Nearly half (45%) of UAE organisations experienced a cyberattack or data access incident last year, as revealed by the 2023 Dell Technologies Global Data Protection Index, which surveyed 1,000 IT and 500 IT security decision-makers.

The report highlights frequent IT disruptions, with 90% in EMEA facing such issues in 2023. In the UAE, external security breaches, including spam, phishing, compromised credentials, and hacked devices, were the primary causes of data loss and downtime, affecting 33% of organisations.

The survey also noted significant financial implications, with disruptions leading to an average cost of $2.61 million, 26 hours of downtime, and 2.45TB of data loss in 2023. Cyberattack-related costs more than doubled from $0.66 million in 2022 to $1.41 million in 2023.

On the topic of generative AI (GenAI) in cybersecurity, 65% of UAE respondents believe integrating GenAI will enhance their cybersecurity stance.
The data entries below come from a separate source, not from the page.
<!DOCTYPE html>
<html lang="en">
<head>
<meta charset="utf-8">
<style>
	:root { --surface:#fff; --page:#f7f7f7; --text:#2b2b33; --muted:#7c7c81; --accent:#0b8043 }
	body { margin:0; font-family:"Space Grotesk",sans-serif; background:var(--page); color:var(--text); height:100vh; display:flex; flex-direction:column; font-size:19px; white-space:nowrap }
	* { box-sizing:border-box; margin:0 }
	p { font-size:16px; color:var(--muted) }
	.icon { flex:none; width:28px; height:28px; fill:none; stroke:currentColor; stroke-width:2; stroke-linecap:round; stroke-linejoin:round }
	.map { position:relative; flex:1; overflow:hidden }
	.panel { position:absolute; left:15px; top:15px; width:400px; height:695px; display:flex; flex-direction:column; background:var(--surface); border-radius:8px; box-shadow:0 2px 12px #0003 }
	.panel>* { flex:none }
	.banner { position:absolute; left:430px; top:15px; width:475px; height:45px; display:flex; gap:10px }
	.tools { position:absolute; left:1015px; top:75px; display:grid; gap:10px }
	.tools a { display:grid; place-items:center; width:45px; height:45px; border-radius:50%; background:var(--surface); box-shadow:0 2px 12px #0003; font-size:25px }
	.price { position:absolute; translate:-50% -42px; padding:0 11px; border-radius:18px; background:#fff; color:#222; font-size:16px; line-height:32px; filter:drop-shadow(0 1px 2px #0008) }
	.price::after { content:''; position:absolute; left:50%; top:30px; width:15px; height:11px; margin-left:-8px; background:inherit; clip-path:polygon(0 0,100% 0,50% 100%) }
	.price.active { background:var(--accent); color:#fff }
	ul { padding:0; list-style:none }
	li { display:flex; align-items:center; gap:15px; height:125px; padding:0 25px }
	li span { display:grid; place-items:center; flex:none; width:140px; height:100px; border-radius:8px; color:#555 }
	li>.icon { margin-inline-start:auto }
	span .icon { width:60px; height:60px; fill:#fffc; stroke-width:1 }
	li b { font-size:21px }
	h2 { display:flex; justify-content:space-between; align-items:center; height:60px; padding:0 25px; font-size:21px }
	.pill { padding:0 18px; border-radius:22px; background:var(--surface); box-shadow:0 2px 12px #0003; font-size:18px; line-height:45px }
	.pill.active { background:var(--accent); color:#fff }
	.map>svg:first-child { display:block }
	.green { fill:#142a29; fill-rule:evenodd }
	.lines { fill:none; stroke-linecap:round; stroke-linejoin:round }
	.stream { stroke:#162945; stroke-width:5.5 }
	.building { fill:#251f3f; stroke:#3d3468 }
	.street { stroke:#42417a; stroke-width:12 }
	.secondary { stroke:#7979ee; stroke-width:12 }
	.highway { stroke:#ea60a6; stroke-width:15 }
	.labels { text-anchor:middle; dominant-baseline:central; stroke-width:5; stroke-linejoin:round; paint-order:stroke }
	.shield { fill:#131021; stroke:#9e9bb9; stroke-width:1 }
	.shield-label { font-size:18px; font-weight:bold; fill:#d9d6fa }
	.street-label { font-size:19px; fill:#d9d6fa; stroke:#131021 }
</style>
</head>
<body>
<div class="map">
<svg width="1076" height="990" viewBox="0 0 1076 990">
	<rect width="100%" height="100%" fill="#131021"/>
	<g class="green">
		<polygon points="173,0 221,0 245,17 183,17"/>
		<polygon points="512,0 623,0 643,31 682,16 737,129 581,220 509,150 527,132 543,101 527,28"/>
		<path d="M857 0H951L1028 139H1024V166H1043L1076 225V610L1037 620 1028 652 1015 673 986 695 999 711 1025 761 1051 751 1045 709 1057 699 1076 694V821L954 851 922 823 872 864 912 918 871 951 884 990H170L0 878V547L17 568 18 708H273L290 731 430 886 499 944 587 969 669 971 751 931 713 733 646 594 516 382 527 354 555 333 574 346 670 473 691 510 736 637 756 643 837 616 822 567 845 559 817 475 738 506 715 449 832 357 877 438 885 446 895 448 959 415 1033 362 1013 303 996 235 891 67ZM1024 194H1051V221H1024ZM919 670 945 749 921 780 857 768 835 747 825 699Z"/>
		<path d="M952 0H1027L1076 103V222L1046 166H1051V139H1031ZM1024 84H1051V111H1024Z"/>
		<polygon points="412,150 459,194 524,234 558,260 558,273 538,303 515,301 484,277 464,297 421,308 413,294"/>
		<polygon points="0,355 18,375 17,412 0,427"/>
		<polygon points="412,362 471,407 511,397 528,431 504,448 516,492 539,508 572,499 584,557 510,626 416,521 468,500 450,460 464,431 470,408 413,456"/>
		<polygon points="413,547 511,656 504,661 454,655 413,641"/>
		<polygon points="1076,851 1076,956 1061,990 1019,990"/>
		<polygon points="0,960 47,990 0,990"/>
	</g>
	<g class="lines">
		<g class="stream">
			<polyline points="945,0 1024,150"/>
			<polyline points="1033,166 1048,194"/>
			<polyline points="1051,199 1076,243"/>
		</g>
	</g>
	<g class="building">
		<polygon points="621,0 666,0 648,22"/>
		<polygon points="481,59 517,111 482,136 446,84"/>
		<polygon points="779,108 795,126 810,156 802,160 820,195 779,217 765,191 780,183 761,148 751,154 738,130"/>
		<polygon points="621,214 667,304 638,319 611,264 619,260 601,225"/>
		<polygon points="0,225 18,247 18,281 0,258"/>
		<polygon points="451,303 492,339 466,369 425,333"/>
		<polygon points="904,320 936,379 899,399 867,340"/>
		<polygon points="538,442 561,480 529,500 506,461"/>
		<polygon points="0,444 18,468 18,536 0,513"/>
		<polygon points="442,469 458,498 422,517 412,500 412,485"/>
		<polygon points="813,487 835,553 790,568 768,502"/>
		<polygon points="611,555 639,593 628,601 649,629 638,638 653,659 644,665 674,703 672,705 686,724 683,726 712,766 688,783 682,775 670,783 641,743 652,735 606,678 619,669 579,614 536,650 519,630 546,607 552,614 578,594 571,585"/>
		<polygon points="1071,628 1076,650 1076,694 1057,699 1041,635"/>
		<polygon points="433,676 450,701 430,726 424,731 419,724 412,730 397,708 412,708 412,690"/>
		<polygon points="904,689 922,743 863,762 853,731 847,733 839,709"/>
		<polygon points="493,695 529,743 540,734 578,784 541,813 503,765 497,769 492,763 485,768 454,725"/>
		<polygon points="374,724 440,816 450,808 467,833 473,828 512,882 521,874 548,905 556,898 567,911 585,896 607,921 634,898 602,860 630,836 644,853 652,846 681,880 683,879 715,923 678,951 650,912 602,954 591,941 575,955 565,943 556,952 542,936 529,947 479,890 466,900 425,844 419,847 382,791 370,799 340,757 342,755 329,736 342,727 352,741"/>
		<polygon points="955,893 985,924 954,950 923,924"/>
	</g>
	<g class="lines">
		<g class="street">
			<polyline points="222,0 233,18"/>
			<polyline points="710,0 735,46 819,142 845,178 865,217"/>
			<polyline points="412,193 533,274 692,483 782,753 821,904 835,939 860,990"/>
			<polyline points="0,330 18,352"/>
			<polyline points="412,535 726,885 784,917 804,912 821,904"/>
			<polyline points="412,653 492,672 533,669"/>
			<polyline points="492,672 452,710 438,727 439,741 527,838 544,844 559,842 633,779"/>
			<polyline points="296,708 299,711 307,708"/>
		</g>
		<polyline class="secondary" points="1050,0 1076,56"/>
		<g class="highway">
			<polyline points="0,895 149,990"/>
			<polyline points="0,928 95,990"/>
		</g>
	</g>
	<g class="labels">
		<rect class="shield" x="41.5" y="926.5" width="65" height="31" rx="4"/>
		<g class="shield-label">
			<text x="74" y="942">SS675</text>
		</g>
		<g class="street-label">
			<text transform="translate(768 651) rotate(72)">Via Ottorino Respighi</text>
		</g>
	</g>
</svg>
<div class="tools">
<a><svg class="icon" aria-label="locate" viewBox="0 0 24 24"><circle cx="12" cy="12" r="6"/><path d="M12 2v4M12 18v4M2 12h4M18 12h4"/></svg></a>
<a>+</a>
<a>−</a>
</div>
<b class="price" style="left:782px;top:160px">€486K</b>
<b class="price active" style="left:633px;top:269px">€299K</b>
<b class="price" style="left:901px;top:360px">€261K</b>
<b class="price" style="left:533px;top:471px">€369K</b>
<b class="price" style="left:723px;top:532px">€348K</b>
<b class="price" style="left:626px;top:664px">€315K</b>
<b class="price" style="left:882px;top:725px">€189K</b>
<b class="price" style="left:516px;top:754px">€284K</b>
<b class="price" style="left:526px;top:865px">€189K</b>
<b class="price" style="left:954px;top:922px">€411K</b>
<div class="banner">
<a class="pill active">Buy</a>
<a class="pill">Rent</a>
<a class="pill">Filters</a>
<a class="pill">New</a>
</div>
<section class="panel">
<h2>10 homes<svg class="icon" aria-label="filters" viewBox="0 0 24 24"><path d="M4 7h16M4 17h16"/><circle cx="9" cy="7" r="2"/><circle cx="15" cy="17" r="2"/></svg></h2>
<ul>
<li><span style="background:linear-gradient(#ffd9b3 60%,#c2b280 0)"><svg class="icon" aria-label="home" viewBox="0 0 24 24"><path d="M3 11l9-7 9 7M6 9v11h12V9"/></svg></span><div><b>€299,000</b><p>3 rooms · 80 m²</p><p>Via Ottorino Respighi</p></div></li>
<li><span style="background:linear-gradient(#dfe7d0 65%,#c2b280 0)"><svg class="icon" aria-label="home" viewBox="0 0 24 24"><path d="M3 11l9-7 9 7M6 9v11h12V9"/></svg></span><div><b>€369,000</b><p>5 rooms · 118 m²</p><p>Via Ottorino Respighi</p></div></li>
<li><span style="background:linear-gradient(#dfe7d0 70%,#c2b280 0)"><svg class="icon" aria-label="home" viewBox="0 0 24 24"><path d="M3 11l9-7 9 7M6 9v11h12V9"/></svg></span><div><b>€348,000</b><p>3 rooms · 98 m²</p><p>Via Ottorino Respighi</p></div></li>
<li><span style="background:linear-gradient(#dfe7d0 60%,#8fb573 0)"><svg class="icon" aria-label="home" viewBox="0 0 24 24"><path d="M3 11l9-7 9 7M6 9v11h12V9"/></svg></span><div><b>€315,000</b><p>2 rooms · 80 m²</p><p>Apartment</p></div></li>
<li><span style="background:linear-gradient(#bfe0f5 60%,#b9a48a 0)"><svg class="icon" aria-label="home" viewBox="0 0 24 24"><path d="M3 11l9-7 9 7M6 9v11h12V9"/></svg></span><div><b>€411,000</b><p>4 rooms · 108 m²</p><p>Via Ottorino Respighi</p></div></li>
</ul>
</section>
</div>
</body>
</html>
Despite its potential benefits, 88% anticipate GenAI will introduce large data volumes, and 92% think it will increase the value of certain data types, underscoring GenAI's complexity and dual-use nature in cybersecurity.

“As UAE businesses embrace multi-cloud solutions, hybrid working models and explorations into generative AI, the task of securing digital assets remains even more intricate. In today’s business landscape that is persistently threatened by cyberattacks, IT decision makers must look to implement measures that enhance the resilience of their operations,” said Walid Yehia, Managing Director - UAE, Dell Technologies.

The survey indicates a notable overconfidence among respondents regarding the outcomes of ransomware attacks. 87% are confident that paying a ransom would result in the full recovery of their data, and 80% believe that payment would prevent future attacks.

In the UAE, virtually all (99%) respondents mentioned their organisations have ransomware insurance policies. However, only 6% of those affected by attacks reported full reimbursement through their policies. The survey also highlights the stringent conditions of ransomware policies; 59% of respondents indicated that their organisations must demonstrate 'best practice' in cyber threat prevention to qualify for claims. Additionally, 37% mentioned that their policies have limits on claim payouts, and 44% noted that certain scenarios could nullify their policy.